I dropped the reassembled phone into the charging cradle and then scanned the news. The Ukrainians were still denying everything loudly, but the Russians and the French had gone ominously quiet. Nothing that required my immediate attention. I was starting to go through messages when I noticed Amy bustling my way, a concerned expression on her face.

“Morning,” I said, stepping out from behind my desk to greet her. “What’s up?”

“Morning.” She glanced over her shoulder and then leaned toward me. “Alex is out again today,” she whispered. “There’s a rumor on the floor that Walter’s closing his positions.”

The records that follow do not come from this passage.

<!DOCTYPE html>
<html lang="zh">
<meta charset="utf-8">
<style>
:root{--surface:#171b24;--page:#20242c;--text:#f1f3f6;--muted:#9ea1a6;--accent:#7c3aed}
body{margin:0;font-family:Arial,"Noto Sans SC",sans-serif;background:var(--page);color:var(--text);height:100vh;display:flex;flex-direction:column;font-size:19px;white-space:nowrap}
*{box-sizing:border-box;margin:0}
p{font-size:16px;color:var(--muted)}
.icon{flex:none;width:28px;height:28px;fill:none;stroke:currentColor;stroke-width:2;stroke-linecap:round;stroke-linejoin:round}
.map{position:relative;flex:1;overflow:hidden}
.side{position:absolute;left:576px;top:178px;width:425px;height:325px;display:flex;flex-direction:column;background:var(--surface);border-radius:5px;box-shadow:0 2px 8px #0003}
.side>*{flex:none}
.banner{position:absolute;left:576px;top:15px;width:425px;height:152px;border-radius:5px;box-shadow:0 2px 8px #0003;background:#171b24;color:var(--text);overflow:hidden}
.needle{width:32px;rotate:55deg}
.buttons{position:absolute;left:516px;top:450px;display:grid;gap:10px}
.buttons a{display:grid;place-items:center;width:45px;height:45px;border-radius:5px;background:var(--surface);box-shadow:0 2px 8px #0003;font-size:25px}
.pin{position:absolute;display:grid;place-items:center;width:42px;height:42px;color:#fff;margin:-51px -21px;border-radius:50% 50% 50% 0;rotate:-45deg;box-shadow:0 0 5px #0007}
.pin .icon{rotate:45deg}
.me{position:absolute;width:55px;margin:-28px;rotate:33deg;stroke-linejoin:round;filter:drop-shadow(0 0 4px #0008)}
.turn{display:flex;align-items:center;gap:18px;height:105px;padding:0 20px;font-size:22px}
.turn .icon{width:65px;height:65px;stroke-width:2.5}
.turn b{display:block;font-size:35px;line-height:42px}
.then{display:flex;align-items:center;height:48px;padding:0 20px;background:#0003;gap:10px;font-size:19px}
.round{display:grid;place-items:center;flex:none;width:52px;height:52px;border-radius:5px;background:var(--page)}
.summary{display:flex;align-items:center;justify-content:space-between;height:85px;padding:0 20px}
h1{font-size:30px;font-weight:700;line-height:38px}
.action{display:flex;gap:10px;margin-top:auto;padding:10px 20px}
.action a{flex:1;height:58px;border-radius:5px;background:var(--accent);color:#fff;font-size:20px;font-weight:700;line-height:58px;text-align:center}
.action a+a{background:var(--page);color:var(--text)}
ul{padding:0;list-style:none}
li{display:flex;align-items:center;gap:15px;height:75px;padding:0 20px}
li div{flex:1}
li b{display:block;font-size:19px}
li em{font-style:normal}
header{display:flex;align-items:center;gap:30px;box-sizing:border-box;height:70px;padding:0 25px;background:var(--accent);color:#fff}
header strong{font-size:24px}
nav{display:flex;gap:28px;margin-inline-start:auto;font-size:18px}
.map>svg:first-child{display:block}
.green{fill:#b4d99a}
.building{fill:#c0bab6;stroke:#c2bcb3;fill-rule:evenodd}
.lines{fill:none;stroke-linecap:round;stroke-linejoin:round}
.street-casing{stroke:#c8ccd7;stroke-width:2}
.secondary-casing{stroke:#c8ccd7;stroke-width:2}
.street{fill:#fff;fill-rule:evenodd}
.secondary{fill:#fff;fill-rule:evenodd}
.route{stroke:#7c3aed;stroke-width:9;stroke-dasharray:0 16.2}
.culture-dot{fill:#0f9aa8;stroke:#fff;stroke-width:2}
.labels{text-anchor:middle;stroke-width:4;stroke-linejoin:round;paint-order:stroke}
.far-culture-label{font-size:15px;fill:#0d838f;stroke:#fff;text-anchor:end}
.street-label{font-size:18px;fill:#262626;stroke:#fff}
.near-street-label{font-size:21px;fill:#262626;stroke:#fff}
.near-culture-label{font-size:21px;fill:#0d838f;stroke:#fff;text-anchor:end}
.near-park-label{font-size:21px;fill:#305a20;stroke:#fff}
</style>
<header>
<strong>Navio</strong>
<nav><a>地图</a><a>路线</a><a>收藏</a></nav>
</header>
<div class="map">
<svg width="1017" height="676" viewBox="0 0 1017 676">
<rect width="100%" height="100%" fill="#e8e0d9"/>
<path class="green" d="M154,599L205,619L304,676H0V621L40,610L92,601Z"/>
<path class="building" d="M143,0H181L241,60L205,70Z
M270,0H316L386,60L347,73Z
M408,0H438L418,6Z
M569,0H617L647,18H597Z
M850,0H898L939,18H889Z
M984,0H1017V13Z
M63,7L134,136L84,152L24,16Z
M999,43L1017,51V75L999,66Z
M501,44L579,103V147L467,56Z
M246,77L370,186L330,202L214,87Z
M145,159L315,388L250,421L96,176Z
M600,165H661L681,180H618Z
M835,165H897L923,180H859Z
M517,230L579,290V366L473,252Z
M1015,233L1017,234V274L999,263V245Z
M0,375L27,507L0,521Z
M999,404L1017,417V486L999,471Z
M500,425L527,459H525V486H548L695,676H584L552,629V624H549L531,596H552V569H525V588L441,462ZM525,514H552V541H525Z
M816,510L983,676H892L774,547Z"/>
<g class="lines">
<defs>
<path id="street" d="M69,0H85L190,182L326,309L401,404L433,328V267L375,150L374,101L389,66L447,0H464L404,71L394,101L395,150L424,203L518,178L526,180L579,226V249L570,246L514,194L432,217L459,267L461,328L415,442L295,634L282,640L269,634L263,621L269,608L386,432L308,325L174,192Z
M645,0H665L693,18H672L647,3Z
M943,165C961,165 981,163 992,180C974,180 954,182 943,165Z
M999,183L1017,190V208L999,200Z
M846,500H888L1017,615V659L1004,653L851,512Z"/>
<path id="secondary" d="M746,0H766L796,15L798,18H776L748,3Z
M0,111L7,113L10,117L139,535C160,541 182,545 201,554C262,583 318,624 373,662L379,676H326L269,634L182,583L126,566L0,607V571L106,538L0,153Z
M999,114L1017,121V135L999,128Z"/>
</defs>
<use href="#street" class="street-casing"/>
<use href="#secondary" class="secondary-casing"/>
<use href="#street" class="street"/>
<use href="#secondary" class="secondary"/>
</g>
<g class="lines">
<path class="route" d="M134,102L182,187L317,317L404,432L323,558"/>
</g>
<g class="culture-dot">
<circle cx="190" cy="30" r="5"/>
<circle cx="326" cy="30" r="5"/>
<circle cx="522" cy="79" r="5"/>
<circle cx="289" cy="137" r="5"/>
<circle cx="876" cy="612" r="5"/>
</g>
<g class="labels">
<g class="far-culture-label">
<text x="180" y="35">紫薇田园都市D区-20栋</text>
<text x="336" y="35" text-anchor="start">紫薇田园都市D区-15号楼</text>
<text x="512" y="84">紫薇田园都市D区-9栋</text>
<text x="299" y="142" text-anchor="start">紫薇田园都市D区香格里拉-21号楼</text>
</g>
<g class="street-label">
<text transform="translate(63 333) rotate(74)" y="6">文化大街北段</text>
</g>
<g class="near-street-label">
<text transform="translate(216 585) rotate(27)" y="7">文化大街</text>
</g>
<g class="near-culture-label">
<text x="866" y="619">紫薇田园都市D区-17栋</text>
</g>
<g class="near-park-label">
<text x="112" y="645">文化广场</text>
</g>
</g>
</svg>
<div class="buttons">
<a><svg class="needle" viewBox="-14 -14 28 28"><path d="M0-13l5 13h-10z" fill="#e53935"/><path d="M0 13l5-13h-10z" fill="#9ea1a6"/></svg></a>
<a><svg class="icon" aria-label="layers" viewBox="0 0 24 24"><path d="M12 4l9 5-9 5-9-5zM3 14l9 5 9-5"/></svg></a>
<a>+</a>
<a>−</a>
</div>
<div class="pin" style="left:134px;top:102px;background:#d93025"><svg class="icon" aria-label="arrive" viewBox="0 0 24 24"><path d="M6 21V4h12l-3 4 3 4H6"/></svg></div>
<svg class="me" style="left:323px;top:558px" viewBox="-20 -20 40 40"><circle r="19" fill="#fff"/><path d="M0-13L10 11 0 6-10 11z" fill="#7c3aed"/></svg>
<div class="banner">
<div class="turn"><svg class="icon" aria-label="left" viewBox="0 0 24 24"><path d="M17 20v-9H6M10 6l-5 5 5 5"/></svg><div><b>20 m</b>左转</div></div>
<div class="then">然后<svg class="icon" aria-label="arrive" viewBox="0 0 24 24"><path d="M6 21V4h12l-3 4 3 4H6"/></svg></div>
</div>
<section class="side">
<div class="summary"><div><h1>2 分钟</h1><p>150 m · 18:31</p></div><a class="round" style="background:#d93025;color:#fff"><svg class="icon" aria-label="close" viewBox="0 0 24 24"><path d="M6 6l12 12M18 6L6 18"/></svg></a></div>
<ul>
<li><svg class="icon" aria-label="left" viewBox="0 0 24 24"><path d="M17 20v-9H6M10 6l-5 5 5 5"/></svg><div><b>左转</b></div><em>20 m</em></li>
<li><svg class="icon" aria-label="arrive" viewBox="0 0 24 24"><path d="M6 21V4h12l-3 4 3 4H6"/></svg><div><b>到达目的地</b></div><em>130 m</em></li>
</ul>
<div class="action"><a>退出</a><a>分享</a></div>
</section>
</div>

“What positions?” I asked apprehensively.

“All of them.”

I started to swear, catching myself just in time. Having your positions closed is the trading-desk equivalent of having your epaulets ripped off. It meant Alex was out for good, his trading career over, at Cobra and everywhere else—with his track record, no one would be
hiring. I was upset with him because I suspected he’d tried to mislead me, but I certainly didn’t want to see him hurt. Although maybe it was for the best, I thought, as the initial shock wore off. I’d told him the truth the other day—he was a smart guy, but he wasn’t cut out to be a trader. Relieved of the day-to-day pressure, he might be able to pull himself together, stop drinking, and get back in some kind of decent physical shape. And he’d still have Walter’s political activity to manage. Or at least I hoped he would. There was some chance that he and his father had had a major falling-out, which would be another explanation for why he hadn’t been back to the office.

“Has Lynn talked to him?”

“No. He didn’t call in. She’s on her way over to his place now, to make sure he’s okay.”

I wavered a moment, wondering whether I should get involved, before deciding I didn’t have a choice. Alex was a friend. I had to help if I could.

“I want to talk to Walter. Set something up as soon as possible, please.”

“Will do. And I don’t know if you saw the message yet, but Reggie called a few minutes ago. He’d like you to get back to him on his desk number.”

“Thanks.”

Amy was wearing a bright red Christmas sweater with metallic candy canes embroidered on it, and the shimmering reflections made me feel nauseated. I was too old to get by on three hours of sleep, particularly after a couple of shots of whiskey.

“Can I get you some coffee?” she asked, sounding concerned. “You look kind of rocky.”

“Maybe later,” I said. The coffee I’d drunk at Rashid’s hadn’t gone down so well. I had enough acid working on my insides. “A little dry toast would be great.”

“I’ll see what I can rustle up.”

I dialed Reggie’s work phone. The cop who answered put me on hold, and Reggie picked up a minute later.

“Mark?”

“Yeah.”

“Any luck with this OPEC buddy of yours on Gallegos?”

“He didn’t know him, but he promised to make a few calls. I should hear back later today or tomorrow. Why?”

“Because the situation’s a lot more complicated than I realized.”

My hand tightened on the receiver.

“Complicated how?”

“The stolen-car report on the BMW is cross-referenced to a murder investigation.”

“Whose murder?” I asked breathlessly.

“Gallegos’s brother-in-law, a guy named Carlos Munoz, also a diplomat. He and Gallegos were married to sisters. Gallegos lent Munoz the car the day it was stolen. This guy Munoz sounds like a real prince. A bunch of complaints about him for sexual harassment, and a girlfriend out on Long Island who he liked to use as a punching bag. According to the file, Munoz drove out to see the girlfriend that afternoon, but she’d skipped town. Could be she finally had enough. So he drove back into the city, picked up a hooker, and took her to a motel on the Lower West Side. That’s where his body was found. He caught three to the chest from a military forty-five. The girl vanished.”